Colorado law requires the use of certain documents -- articles of incorporation and bylaws -- to properly form a corporation. The articles of incorporation are required to create the corporation and must be filed with the Secretary of State's office. The bylaws are a set of rules and guidelines created by the corporation's owners -- known as shareholders -- or its board of directors to govern the operation of the corporation. Bylaws are not filed with the secretary's office, but kept at the corporation's principal office.
Corporation Naming Requirements
Before filing articles of incorporation, it is advisable to determine whether the name chosen for your corporation is available and that it complies with Colorado corporation law. The name must be readily distinguishable from all other business names on record with the Secretary of State. You can verify name availability using the search feature on the secretary's website that gives you access to all business names on record. After verifying a name is available, you can reserve it with the secretary's office for up to 120 days if you are not ready to file articles of incorporation. A for-profit corporation must include the following words or abbreviations as part of its name: corporation, incorporated, company, limited, corp., inc., co. or ltd. Nonprofit corporations have the option to use any of these words and abbreviations.
Articles of Incorporation
A Colorado corporation is created when the articles of incorporation are accepted for filing by the Secretary of State. Filing the articles must be done electronically using the “Filing a Document” page on the secretary’s website. The documents are filed in real time, and you will receive immediate confirmation if your articles were successfully filed. The secretary’s website also provides a form of articles that you can download and review in order to determine the information needed to complete the articles properly. The minimum information required includes the corporation’s name and principal office address; name and address of each incorporator and corporation’s registered agent; and the class and number of shares the corporation is authorized to issue.

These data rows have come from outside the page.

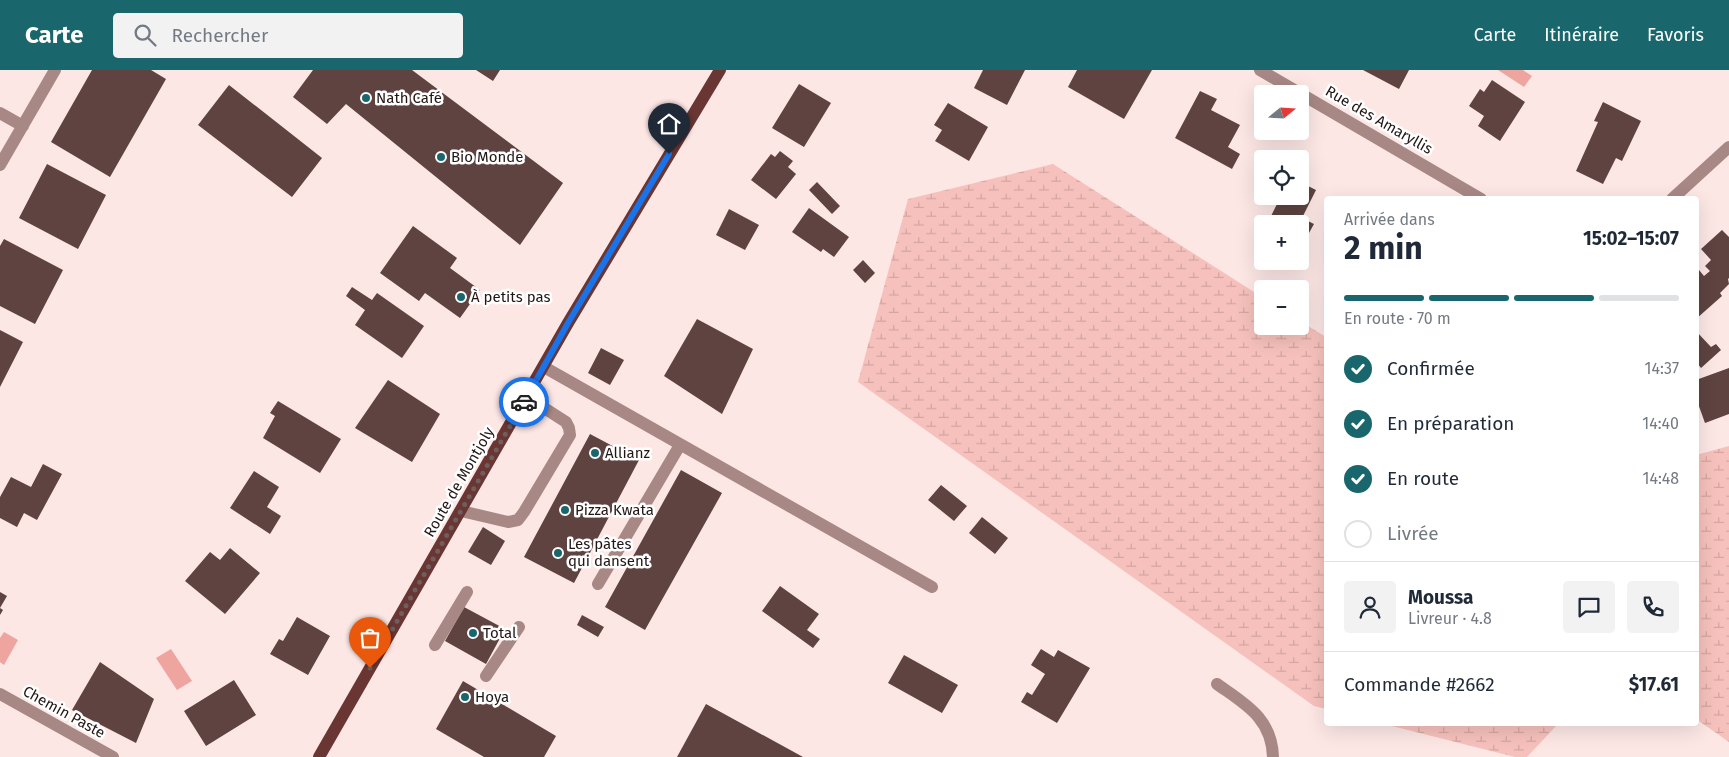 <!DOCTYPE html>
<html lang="fr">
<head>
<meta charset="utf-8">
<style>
  :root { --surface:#fff; --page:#f2f2f3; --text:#1f2937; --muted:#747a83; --line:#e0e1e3; --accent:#19666d }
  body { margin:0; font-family:"Fira Sans",sans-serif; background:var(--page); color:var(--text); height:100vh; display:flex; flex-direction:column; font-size:19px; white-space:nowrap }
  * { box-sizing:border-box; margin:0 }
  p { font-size:16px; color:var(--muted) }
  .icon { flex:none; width:28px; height:28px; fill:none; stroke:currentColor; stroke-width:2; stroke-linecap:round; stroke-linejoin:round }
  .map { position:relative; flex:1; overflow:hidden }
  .side { position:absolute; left:1324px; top:126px; width:375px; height:530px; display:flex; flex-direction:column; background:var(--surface); border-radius:5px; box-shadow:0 5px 20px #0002 }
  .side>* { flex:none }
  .needle { width:32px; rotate:72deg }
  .buttons { position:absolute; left:1254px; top:15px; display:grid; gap:10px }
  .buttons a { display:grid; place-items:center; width:55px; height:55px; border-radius:5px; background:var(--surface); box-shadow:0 5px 20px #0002; font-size:25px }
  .pin { position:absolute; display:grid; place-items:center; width:42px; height:42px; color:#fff; margin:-51px -21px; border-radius:50% 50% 50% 0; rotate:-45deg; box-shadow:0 0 5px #0007 }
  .pin .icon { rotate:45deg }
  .courier { position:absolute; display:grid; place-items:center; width:50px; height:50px; margin:-25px; border:4px solid #1a73e8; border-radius:50%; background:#fff; color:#222; box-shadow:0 1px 6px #0007 }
  .overview em { font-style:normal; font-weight:700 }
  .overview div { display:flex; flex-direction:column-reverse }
  .overview { display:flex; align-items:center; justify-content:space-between; height:85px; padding:0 20px }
  h1 { font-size:32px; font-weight:700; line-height:38px }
  .bar { display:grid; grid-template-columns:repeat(4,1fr); gap:8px 5px; align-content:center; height:60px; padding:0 20px }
  .bar i { height:6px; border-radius:4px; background:var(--line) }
  .bar .on { background:var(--accent) }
  .bar p { grid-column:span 4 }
  .line { display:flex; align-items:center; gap:12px; padding:0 20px; border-top:1px solid var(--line) }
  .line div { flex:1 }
  .round { display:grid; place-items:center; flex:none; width:52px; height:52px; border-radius:5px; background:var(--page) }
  ol { padding:0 20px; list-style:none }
  li { display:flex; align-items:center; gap:15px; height:55px }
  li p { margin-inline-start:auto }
  li .icon { padding:5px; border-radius:50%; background:var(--accent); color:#fff; stroke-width:4 }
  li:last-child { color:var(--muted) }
  li i { width:28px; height:28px; border:2px solid var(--line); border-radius:50% }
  header { display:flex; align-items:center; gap:30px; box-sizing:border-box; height:70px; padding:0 25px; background:var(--accent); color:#fff }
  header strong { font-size:24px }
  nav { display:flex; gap:28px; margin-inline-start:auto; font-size:18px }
  .search { width:350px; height:45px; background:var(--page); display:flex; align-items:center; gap:12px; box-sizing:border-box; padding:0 18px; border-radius:5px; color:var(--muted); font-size:19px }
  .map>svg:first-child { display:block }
  .wetland { fill:url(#wetland-marsh) }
  .water { fill:#eea5a0 }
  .building { fill:#5e4340 }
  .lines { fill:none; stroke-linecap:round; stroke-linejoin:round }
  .minor { stroke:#a78885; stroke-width:12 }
  .major { stroke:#693633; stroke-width:12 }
  .done { stroke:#6e5f5e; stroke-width:5; stroke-dasharray:0 9 }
  .route { stroke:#1a73e8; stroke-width:6 }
  .poi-dot { fill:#19666d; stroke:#fff; stroke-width:2 }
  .labels { text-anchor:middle; stroke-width:5; stroke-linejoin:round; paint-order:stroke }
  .poi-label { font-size:15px; fill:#221615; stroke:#fff; text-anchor:start }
  .street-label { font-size:15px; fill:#221615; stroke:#fff }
</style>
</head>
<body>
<header>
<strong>Carte</strong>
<div class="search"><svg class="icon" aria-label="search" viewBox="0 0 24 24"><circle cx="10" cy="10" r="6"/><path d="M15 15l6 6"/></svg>Rechercher</div>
<nav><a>Carte</a><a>Itinéraire</a><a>Favoris</a></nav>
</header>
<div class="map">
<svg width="1729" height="687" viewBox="0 0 1729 687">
  <defs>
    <pattern id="wetland-marsh" width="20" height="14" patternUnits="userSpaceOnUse" patternTransform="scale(1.25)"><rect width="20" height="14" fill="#f6c1bc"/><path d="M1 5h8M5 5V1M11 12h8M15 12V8" fill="none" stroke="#d3a5a1"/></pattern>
  </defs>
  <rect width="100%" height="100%" fill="#fce7e5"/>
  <path class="wetland" d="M1053 94 1262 227V256H1300V251L1326 267V639L1314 636 858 312 908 129Z
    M1729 376V672L1696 649V385Z
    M1384 654H1558L1527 687H1515Z"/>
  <path class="water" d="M1498 0H1523L1532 6 1524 17Z
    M4 562 18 570 4 595 0 592V568Z
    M171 579 192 611 177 620 156 588Z"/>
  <path class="building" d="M92 0H151L166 9 110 107 51 72Z
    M313 0H412L563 113 520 175 346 34 327 54 293 27Z
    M476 0H500L493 11Z
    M983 0H1025L1007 35 974 18Z
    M1077 0H1152L1124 49 1068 17Z
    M1363 0H1409L1399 19Z
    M1492 10 1525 32 1500 71 1478 56 1484 46 1469 36 1480 19 1484 22Z
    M799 14 831 33 804 77 772 58Z
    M229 15 322 88 292 127 198 55Z
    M1200 21 1217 29 1211 40 1240 55 1228 77 1240 84 1232 99 1175 68Z
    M1603 32 1641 51 1622 91 1616 88 1603 114 1576 101 1598 52 1594 51Z
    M948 33 988 57 969 91 935 71 942 60 934 55Z
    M780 81 793 91 788 97 796 104 776 129 751 110 771 84 775 87Z
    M47 94 106 125 78 179 19 148Z
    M817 112 840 136 832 144 809 120Z
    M1300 112 1316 120 1302 148 1314 154 1304 172 1300 170V154H1271L1268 152 1277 134 1270 130 1272 126H1300Z
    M809 138 849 167 834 187 823 179 821 182 792 162Z
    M729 139 759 155 745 180 716 165Z
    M413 156 457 188 450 198 480 220 460 248 425 223 419 231 380 203Z
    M1722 160 1729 167V208L1728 209 1729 214 1720 223 1722 226 1696 249V202L1699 200 1704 206 1710 201 1705 196 1711 190 1701 179Z
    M4 169 63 200 35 254 0 236V176Z
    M863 190 875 203 865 213 853 200Z
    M352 217 372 230 377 223 424 256 402 288 355 255 365 240 346 226Z
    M697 249 753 279 722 344 664 306Z
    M0 260 23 272 0 317Z
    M1696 261 1711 277 1716 274 1721 280 1701 298 1696 292Z
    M601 278 624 290 610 315 588 303Z
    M1729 298V344L1705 353 1696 328V310Z
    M388 310 440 344 412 392 355 358Z
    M278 331 341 369 320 403 263 368 275 346 270 343Z
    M590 364 639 390 574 513 524 487Z
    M43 394 62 404 37 450 24 443 17 457 0 448V427L11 407 31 417Z
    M681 400 722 423 645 560 605 537Z
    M254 401 279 417 267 437 281 446 270 464 230 438Z
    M941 415 967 436 954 451 928 430Z
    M982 447 1008 468 995 484 969 463Z
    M483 457 505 471 491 495 468 482Z
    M230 478 260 503 225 544 185 511 210 482 220 490Z
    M780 516 819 544 807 560 820 569 813 578 762 541Z
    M0 522 7 526 0 538 3 540 0 545Z
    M464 537 505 559 486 594 445 571Z
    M582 545 604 557 598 567 577 555Z
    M297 547 330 566 308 605 270 584 279 569 283 571Z
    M1041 579 1054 587 1058 580 1090 598 1057 653 1021 632 1027 622 1032 625 1045 604 1031 595Z
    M904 585 958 615 942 643 888 613Z
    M100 592 154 629 136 673 72 640Z
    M234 610 256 645 206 676 184 641Z
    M463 611 556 666 544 687H484L436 659Z
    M706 634 803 687H677Z"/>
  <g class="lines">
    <path class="minor" d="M1260 0 1481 129
      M0 43 23 56
      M0 95 55 0
      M1672 129 1729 77
      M544 297 932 517
      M461 441 508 452 518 450 524 442 570 365 569 358 566 352 527 327
      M598 514 680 375
      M435 575 467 522
      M486 606 519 557
      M1217 614C1245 634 1272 648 1273 687
      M0 624 113 687"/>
    <path class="major" d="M319 687 568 253 720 0"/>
  </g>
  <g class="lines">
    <path class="done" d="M370 598 524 332"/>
    <path class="route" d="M524 332 568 253 669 84"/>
  </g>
  <g class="poi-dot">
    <circle cx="366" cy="28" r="5"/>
    <circle cx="441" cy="87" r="5"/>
    <circle cx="461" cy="227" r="5"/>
    <circle cx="595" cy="383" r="5"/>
    <circle cx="565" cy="440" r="5"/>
    <circle cx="558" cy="483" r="5"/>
    <circle cx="473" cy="563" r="5"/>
    <circle cx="465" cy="627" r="5"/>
  </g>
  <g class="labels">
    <g class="poi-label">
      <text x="376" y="33">Nath Café</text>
      <text x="451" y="92">Bio Monde</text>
      <text x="471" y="232">À petits pas</text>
      <text x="605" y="388">Allianz</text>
      <text x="575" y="445">Pizza Kwata</text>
      <text x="568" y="479">Les pâtes<tspan x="568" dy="17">qui dansent</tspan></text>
      <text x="483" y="568">Total</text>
      <text x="475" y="632">Hoya</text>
    </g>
    <g class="street-label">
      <text transform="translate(1379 50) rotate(30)" y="5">Rue des Amaryllis</text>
      <text transform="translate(459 412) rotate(-60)" y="5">Route de Montjoly</text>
      <text transform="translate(64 642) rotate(29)" y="5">Chemin Paste</text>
    </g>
  </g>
</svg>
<div class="buttons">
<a><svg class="needle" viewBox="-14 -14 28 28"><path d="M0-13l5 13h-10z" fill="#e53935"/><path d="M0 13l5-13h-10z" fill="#747a83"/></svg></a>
<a><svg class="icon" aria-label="locate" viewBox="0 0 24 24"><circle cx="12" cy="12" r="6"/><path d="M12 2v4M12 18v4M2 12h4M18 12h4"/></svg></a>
<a>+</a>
<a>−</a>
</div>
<div class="pin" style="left:370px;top:598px;background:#ea580c"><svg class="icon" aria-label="bag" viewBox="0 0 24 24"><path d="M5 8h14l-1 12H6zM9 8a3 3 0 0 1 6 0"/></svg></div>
<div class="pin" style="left:669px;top:84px;background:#1f2937"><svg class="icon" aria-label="home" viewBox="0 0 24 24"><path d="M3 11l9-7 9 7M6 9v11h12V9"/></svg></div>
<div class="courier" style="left:524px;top:332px"><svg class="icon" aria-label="car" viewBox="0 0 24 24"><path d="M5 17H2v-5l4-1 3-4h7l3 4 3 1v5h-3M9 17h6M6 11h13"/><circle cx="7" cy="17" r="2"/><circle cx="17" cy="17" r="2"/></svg></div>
<section class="side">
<div class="overview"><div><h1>2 min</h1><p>Arrivée dans</p></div><em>15:02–15:07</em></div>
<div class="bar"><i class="on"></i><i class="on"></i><i class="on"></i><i></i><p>En route · 70 m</p></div>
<ol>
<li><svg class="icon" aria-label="check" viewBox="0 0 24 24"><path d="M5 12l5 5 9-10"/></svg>Confirmée<p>14:37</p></li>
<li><svg class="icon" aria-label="check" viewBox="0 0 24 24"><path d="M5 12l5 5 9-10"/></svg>En préparation<p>14:40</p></li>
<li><svg class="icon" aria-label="check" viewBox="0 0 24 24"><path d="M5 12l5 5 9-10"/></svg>En route<p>14:48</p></li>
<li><i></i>Livrée</li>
</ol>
<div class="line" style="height:90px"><a class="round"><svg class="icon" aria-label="person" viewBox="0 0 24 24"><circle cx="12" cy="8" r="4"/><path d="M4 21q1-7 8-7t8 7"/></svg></a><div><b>Moussa</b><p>Livreur · 4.8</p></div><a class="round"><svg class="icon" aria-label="chat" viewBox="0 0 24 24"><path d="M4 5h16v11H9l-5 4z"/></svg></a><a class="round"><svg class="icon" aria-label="phone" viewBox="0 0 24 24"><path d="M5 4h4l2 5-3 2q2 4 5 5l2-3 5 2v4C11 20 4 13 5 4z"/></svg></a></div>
<div class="line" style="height:65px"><div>Commande #2662</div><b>$17.61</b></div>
</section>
</div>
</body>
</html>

If a nonprofit corporation is being created, the requirements for filing the articles of incorporation are similar to the requirements for for-profit corporations. The Secretary of State's office mandates electronic filing and provides a form of articles of incorporation for a nonprofit corporation that you can download and review. Under Colorado law, the minimum information required for a nonprofit’s articles of incorporation are the same as a for-profit corporation, except a nonprofit’s articles do not include a statement regarding issuance of shares. However, if the nonprofit intends to apply for tax-exempt status with the Internal Revenue Service, the articles must include special provisions to comply with IRS rules and regulations. IRS Publication 557 provides instructions and sample language regarding these requirements, which differ depending on the nonprofit’s purpose.
Colorado law permits each corporation to adopt bylaws, the governing rules for managing and regulating the affairs of the corporation. The bylaws include such matters as how to call a meeting; rules for electing directors and appointing officers; and dispute resolution procedures. The only limitation on the bylaws is that they cannot conflict with Colorado law or the corporation's articles of incorporation. The corporation's bylaws are not filed with any state agency, but Colorado law requires they are kept at the corporation's principal place of business.